La capacité de Pravind Jugnauth d’émuler Navin Ramgoolam nous laisse perplexe. Après le Metro Express qu’il a fustigé puis adopté, c’est maintenant le projet «une famille, un diplômé» qui l’habite. Fidèle à sa marque de fabrique, il fait dans l’improvisation, mettant systématiquement la charrue devant les boeufs. Il aurait pu engager le dialogue avec le peuple, proposer par exemple l’idée d’indexer les droits de scolarité à la capacité de payer des familles, mais comme le Roi Soleil, il coupe et tranche en tout amateurisme.

À Côte d’Or, les coûts augmentent de manière conséquente parce qu’il «oublie» de faire une étude du sol avant de commencer les travaux. Il est heureux pour sa famille et lui que ses finances personnelles ne soient pas gérées de la même manière ! Et que dire de cette manière de mettre ses concitoyens devant le fait accompli, par exemple en ce qu’il s’agit de la réforme électorale. Comme si les incompétences de Pravind Jugnauth ne suffisaient pas, il a fallu en plus qu’il s’entoure de conseillers incapables, comme lui, de bien jauger les conséquences de leurs idées «innovantes» : la vente de passeport mauricien, projet heureusement avorté !

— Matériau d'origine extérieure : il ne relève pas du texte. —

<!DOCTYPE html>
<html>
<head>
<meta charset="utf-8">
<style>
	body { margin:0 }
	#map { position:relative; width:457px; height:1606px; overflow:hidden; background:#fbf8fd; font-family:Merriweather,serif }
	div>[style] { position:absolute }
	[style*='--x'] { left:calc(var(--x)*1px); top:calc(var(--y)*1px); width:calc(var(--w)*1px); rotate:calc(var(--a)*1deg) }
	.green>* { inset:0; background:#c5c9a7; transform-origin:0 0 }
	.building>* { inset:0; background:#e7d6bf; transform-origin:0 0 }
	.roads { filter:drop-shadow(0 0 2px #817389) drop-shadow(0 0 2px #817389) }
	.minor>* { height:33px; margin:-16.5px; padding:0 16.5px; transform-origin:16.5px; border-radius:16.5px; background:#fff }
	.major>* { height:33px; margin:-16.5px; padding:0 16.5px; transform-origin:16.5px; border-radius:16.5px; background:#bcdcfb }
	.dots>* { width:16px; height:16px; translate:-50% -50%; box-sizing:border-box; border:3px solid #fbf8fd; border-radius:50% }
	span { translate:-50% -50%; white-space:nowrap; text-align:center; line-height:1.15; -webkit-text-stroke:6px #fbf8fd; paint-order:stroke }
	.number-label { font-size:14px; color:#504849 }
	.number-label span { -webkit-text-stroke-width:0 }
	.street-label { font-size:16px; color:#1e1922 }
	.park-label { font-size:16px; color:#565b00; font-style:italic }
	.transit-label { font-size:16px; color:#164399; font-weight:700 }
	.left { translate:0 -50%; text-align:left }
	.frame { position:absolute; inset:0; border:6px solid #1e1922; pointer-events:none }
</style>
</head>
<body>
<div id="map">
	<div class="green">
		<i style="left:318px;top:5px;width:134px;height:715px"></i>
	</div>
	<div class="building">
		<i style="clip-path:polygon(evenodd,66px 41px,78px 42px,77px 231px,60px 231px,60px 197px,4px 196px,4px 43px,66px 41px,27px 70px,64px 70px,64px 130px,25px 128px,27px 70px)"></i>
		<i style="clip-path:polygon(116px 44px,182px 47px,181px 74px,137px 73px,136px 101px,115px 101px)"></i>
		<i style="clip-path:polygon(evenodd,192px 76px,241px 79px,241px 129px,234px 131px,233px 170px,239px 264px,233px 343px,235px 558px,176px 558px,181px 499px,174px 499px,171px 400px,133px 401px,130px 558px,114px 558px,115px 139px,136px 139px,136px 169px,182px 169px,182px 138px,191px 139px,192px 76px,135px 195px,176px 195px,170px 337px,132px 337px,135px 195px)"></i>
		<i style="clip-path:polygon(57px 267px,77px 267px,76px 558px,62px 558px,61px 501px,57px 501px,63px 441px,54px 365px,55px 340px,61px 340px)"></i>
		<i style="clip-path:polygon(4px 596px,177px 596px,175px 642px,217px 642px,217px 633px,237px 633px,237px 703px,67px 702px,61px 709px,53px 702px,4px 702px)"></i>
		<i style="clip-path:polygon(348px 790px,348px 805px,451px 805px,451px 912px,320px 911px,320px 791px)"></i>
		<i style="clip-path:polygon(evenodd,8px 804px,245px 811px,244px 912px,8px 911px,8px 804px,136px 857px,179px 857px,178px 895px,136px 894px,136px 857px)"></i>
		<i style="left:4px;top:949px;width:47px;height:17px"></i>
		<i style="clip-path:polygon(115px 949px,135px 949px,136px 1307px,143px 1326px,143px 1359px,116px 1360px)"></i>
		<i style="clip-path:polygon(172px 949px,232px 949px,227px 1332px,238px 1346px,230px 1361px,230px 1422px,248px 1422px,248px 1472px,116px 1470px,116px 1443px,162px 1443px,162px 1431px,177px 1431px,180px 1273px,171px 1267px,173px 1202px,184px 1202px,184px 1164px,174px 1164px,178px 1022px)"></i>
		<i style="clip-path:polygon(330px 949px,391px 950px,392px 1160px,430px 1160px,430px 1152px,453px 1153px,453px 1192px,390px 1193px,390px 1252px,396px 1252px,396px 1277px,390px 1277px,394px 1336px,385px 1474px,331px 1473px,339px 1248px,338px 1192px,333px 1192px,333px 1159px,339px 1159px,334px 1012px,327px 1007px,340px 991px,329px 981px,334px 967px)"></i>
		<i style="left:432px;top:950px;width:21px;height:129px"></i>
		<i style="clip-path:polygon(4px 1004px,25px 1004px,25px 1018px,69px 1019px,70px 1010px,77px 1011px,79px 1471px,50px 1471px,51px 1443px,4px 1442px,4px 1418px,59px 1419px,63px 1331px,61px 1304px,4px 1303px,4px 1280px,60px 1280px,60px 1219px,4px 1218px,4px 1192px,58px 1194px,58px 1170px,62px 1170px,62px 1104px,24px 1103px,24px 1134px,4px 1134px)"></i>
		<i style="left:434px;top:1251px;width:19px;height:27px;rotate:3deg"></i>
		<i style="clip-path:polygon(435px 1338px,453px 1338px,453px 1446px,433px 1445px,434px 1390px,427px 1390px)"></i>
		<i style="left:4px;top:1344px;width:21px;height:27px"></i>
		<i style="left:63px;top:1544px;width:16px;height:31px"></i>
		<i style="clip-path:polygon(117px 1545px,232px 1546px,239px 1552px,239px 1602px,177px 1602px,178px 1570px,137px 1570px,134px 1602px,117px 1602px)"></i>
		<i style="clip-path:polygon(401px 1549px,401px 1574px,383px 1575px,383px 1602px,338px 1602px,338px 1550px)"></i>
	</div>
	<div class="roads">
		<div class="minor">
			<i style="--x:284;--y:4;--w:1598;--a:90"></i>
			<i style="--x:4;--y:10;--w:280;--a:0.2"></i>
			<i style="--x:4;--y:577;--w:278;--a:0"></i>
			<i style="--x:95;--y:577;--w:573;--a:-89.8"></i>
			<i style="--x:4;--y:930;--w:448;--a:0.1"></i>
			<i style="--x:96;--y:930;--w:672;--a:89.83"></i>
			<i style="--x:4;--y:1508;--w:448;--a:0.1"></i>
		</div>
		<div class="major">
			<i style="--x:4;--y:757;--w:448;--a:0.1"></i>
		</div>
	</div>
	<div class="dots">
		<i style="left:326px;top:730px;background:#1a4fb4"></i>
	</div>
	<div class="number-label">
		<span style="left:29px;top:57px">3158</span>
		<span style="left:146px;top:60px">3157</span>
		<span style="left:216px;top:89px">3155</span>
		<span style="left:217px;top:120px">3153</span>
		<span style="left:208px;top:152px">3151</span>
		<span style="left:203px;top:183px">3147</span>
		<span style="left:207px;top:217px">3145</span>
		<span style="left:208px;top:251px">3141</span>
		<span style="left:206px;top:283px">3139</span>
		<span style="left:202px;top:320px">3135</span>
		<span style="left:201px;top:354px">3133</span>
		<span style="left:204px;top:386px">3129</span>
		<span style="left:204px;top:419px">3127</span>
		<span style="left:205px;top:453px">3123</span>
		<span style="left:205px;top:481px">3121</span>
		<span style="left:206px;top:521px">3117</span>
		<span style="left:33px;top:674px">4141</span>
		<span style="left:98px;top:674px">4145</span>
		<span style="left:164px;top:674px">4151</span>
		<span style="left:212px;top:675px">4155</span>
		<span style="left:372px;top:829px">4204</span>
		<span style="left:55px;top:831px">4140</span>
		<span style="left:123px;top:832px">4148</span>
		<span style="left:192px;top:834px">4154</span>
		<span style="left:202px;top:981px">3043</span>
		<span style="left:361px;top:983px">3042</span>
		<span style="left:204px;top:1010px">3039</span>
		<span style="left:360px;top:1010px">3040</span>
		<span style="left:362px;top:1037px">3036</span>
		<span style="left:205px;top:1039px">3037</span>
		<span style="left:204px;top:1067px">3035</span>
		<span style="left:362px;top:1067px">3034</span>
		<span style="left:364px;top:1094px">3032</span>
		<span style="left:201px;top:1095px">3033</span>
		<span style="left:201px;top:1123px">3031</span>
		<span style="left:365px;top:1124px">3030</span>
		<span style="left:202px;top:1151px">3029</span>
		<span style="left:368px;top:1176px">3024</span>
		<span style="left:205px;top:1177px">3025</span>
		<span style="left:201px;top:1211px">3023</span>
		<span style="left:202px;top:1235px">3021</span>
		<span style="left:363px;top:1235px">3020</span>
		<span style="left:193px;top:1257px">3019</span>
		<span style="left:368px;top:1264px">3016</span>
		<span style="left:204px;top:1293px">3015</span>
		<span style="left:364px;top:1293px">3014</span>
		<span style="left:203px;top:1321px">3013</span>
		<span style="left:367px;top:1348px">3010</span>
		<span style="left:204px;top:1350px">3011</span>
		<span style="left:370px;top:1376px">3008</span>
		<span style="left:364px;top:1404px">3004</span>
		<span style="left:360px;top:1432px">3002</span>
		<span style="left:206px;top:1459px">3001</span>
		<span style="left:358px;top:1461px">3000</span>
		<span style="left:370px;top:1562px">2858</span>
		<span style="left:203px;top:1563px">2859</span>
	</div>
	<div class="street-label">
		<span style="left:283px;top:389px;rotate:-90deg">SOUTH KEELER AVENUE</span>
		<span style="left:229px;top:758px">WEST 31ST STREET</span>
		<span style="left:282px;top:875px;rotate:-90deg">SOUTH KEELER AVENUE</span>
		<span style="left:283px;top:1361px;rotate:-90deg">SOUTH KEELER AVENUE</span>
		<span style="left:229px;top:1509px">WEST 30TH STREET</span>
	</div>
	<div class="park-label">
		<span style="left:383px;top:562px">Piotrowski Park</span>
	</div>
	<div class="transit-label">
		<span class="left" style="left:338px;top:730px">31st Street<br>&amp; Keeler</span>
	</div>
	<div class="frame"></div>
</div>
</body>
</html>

Cependant, la mesure électoraliste qu’est l’université gratuite risque de mettre à genoux toute une génération de jeunes. Ceux-ci, vu la gratuité jubilent, alors même que sous ce gouvernement plus que sous tout autre, les emplois restent souvent davantage liés à des positions dans des réseaux de pouvoir qu’à de réelles compétences. Devrait-on alors s’étonner de l’exode de cerveaux de plus en plus conséquent ?

Un économiste affûté l’a dit haut et fort : «L’absence de débats économiques est responsable de la stagnation économique.» On ne fait que parler d’augmentation de salaires sans parler de productivité. Pravind Jugnauth ne gouverne qu’en fonction des lobbies. Son discours lui a donné raison sur toute la ligne. Le premier jour de l’An, le Premier ministre a exercé son droit à faire du clientélisme politique ou, plus couramment, la «reconnaissance du ventre».

Le 1er janvier, alors que tous les indicateurs économiques sont au rouge, nous étions loin, très loin du discours de vérité. «Gouverner, c’est prévoir», dit-on. Le Premier ministre en est cependant aux antipodes. Grisé par le pouvoir, prêt à tout pour le conserver, il nous montre une fois de plus qu’il est incapable de réfléchir au-delà de la durée de son mandat. Cependant, a-t-il obtenu l’allégeance des électeurs ? Si le peuple se laisse encore une fois gruger, serait-ce excessif de dire que l’irresponsabilité serait cette fois partagée ? Le peuple n’aura que ce qu’il mérite.

Au-delà de l’indécence de Pravind Jugnauth, qui semble (par prévoyance), avoir déjà lancé la campagne électorale, nous avons vu un homme tellement tourmenté par la perspective que le pouvoir puisse lui échapper, qu’il a courtisé en direct à la fois jeunes, mères et pères de famille, fonctionnaires, vieux. Le clientélisme politique, non puni par la loi, reste cependant une forme de corruption, contraire à l’éthique. Les politiciens s’en soucient-ils ? Manifestement non, car ils sont trop occupés à préparer l’avenir. Le leur.